Nuts and Flowers, Factories and Gardens, Henry and Me

Nuts and flowers.  Raw materials of sustenance, growth, and beauty.  
And for Henry D. Thoreau, an apt analog for the naturally haphazard thought processes of the unfettered human brain.  
Thoreau wrote in his journal on February 6, 1841 -- long before modern insights into brain science and metacognition:
Nature strews her nuts and flowers broadcast, and never collects them into heaps.  A man does not tell us all he has thought about truth or beauty at a sitting, but, from his last thought on the subject, wanders through a varied scenery of upland, meadow, and woodland to his next.  Sometimes a single and casual thought rises naturally and inevitably with a queenly majesty and escort, like the stars in the east. (16)
No doubt we have all experienced that free flow of thought from one idea to the next, often at our moments of greatest insight and creativity.  I suspect that even the most linear and concrete thinkers among us don’t generally think in heaps or rows.   In their freest form, our thoughts wander, branch off, follow the stars down whatever beautifully logical or illogical path rises before them.
And then comes education. Or schooling.  
Thoreau, whose formal career as a teacher was very short-lived, next wondered:
Shall I transplant the primrose by the river’s brim, to set it beside his sister on the mountain?  This was the soil it grew in, this the hour it bloomed in. If sun, wind, and rain came here to cherish and expand it, shall we not come here to pluck it? Shall we require it to grow in a conservatory for our convenience? (16)
There can be little argument that the typical modern American school is a system of convenience.  To call it a factory system sounds harsh, and even insulting to the very passionate and compassionate people who carry out its workings.  But with “labor” divided into distinct specialties,  and movement through the divisions driven by clocks and bells, we have transplanted Thoreau’s primrose from the riverbed to the conservatory.  Every day we attempt to order nuts and flowers into heaps and patches of the same type and size and order, despite natural inclinations to the contrary.
But even Thoreau recognized the benefit of thoughtful and purposeful cultivation.  He writes in Walden of planting 2.5 acres of beans and some turnips, potatoes, and peas.  His efforts were productive, despite some inhospitable conditions.  In addition to growing some of his own food supply, Thoreau’s harvest earned him nearly $24 for his $15 investment. (Those nine 1845 dollars would be worth about $275 today.)

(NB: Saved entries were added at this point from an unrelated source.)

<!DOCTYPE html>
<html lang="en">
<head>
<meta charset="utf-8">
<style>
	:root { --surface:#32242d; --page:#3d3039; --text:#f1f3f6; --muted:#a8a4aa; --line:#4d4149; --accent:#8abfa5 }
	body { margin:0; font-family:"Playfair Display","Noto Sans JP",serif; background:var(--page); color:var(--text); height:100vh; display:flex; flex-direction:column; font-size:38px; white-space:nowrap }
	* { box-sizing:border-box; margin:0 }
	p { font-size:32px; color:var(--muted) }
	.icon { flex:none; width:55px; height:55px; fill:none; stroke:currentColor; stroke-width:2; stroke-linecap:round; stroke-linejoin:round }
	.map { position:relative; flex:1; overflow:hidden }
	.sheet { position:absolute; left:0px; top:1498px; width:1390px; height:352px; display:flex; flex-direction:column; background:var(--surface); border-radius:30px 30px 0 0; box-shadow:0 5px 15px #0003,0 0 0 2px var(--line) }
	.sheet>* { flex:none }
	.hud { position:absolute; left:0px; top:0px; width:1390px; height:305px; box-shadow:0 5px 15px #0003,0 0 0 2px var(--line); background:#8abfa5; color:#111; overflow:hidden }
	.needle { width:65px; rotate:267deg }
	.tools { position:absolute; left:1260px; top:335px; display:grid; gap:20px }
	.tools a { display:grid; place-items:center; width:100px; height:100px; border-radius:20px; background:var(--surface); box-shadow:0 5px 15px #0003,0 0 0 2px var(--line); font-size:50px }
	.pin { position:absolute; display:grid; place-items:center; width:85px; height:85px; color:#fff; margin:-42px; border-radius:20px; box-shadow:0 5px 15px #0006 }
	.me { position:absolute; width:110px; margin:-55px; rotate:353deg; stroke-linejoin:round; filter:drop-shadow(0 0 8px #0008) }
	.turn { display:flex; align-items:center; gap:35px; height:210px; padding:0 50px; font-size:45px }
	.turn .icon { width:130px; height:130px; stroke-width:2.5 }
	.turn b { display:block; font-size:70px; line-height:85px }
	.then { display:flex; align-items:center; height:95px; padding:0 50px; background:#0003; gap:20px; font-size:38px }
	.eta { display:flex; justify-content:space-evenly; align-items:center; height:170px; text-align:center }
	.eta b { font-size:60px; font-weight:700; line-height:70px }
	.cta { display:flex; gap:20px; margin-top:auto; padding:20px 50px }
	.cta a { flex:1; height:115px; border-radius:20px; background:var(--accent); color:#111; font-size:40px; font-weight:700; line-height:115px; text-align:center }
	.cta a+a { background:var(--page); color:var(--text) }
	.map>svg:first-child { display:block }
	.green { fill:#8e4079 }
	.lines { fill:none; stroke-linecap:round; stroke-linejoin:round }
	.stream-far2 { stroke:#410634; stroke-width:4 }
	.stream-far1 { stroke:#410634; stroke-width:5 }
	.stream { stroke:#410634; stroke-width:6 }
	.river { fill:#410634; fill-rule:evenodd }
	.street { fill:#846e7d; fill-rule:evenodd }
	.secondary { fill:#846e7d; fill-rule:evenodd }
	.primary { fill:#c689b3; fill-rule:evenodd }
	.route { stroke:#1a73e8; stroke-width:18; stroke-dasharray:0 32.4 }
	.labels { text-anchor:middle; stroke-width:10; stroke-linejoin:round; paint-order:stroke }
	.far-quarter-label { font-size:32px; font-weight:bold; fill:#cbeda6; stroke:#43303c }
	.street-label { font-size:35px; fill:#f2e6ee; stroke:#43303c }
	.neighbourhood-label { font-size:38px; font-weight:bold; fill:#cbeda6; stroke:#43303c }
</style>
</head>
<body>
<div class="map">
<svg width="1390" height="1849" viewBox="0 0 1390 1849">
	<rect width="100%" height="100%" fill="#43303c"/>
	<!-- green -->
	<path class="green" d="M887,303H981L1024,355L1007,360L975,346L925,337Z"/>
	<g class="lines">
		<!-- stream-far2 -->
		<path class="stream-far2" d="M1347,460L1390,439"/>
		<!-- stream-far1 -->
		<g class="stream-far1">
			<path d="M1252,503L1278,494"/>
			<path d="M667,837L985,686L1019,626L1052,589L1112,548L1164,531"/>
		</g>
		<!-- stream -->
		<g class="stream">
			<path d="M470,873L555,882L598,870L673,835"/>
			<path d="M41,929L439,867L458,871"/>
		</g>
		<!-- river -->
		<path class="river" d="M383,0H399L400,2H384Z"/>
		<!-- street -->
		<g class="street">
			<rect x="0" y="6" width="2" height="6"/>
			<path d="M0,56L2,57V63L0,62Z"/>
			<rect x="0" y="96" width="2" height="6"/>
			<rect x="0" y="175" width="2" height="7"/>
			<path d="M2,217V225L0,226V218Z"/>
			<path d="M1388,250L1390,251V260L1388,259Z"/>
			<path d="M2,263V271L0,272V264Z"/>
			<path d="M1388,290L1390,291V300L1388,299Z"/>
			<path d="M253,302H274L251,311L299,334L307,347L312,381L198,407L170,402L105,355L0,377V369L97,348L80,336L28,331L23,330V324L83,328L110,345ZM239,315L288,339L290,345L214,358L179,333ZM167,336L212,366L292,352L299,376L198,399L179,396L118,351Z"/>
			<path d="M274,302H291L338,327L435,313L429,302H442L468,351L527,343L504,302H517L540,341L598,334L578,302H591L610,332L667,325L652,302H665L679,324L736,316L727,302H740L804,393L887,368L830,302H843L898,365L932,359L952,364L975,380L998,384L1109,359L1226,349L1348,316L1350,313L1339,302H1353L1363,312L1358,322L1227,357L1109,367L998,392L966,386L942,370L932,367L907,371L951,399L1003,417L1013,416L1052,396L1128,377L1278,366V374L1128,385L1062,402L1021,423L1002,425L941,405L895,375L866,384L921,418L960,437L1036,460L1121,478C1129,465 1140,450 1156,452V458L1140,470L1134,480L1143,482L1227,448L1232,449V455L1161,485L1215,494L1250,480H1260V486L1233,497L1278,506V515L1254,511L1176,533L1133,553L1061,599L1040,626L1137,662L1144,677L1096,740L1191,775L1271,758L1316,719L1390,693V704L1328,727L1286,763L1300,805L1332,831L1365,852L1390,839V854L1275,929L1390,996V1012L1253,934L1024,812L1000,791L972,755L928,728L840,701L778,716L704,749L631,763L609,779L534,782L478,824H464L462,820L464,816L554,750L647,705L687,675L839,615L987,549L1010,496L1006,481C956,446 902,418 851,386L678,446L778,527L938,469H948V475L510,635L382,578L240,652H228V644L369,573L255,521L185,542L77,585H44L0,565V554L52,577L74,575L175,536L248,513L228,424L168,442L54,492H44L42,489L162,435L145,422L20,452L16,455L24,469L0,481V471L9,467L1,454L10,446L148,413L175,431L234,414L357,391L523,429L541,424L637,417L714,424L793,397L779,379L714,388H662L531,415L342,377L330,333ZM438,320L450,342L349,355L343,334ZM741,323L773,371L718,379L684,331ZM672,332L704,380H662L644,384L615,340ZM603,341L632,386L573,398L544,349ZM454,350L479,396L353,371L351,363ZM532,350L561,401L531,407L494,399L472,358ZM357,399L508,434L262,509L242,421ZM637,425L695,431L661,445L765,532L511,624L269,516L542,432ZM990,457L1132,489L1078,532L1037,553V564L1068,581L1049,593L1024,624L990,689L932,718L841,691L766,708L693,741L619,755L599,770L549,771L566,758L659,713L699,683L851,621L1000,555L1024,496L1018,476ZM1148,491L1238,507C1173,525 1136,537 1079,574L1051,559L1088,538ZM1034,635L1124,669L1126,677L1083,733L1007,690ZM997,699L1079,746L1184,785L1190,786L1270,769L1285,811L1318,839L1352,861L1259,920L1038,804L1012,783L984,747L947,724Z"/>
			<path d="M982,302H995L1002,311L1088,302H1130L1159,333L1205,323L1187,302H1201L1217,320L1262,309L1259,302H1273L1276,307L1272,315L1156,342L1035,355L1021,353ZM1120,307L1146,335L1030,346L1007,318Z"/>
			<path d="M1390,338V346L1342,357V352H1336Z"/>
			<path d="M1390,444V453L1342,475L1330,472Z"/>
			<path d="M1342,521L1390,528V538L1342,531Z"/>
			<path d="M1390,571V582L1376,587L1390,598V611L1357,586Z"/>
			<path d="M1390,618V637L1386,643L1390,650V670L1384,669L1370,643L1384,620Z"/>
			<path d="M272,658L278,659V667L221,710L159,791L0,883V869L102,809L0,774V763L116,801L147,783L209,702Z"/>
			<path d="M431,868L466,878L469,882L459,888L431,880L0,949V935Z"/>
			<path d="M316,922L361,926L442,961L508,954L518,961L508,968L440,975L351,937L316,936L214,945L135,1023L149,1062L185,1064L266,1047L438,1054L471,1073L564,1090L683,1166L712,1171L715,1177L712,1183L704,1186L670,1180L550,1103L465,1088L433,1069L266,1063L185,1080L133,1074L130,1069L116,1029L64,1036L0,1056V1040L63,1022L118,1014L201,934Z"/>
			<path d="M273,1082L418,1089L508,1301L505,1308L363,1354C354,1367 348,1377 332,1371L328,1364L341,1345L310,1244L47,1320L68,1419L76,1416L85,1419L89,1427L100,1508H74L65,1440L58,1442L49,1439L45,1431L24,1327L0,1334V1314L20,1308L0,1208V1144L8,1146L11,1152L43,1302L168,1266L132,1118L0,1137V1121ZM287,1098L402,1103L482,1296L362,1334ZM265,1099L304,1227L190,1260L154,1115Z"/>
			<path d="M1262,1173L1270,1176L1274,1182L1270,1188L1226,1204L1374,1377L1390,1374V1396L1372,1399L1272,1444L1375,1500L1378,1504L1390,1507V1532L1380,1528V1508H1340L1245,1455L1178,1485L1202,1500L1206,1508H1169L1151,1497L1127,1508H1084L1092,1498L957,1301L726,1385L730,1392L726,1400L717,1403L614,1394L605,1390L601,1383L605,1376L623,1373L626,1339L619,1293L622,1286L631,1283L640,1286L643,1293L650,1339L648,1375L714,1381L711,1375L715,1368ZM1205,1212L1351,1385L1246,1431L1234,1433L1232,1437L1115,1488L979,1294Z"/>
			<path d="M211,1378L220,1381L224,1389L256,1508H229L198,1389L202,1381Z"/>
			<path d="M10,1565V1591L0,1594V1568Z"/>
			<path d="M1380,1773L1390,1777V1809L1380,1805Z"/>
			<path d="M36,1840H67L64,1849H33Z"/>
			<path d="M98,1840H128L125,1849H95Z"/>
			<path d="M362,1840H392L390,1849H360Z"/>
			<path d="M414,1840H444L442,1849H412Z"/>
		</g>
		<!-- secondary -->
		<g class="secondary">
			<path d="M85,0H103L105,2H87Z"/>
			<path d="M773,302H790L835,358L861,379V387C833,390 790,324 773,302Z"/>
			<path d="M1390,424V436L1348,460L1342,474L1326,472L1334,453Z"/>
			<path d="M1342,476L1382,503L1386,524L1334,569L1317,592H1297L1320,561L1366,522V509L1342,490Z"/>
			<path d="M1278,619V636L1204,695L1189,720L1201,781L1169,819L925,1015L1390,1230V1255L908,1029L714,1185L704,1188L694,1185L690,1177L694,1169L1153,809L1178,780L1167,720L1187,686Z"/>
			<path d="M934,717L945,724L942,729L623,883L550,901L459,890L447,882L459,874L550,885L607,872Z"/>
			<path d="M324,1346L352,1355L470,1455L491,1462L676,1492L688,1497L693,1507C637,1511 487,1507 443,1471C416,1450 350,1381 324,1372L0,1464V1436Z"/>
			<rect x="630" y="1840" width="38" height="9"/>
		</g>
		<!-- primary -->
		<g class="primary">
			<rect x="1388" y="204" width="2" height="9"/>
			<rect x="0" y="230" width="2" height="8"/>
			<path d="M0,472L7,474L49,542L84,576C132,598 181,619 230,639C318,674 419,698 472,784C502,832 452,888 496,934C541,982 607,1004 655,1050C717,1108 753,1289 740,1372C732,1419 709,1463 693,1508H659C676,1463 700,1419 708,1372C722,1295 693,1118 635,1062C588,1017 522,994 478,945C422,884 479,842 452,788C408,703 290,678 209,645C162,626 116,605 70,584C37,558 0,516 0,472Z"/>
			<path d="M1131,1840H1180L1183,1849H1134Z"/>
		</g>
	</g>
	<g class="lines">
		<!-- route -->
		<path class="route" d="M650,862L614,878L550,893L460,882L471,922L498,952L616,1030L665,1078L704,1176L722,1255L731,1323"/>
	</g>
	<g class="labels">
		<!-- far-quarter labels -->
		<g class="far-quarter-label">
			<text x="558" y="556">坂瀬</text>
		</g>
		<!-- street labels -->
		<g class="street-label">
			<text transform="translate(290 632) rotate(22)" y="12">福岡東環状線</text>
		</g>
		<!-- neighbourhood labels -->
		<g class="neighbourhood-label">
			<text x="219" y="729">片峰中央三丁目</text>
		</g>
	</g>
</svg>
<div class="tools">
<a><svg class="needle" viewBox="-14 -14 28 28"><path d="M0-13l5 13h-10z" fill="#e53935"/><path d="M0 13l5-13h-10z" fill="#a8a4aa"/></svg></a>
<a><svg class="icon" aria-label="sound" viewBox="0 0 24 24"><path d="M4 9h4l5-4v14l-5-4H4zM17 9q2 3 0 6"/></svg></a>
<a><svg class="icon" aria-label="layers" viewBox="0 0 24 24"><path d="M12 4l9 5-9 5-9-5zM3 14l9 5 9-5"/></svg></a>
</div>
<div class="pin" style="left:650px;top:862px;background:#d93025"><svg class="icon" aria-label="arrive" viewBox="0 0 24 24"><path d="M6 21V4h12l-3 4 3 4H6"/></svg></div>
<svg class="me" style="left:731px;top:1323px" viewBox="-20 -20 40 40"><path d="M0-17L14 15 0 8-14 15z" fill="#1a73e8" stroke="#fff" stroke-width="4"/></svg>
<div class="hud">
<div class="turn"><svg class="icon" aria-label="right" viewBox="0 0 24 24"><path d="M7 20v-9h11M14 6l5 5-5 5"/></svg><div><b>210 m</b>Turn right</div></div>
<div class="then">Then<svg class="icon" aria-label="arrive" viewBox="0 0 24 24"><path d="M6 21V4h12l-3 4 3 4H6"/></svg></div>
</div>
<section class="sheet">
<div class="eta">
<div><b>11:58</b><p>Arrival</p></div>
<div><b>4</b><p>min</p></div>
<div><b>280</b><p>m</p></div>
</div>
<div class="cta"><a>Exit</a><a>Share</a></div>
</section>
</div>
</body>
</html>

As the new calendar year has me looking ahead to the second half of the academic year, I am going to keep Thoreau’s garden, and his nuts and flowers, in mind as philosophical guideposts. (As opposed to the factory school model and the sort of mega-single-crop farms that led to the desolation of the Dustbowl and the analogous curricular desolation of testing-age America.)  After 28 years at this, I am still searching for the perfect balance between the natural flow of thought--like Thoreau’s broadcast nuts and flowers--and the profit and produce that grows when we thoughtfully cultivate a garden.  And tomorrow the it continues.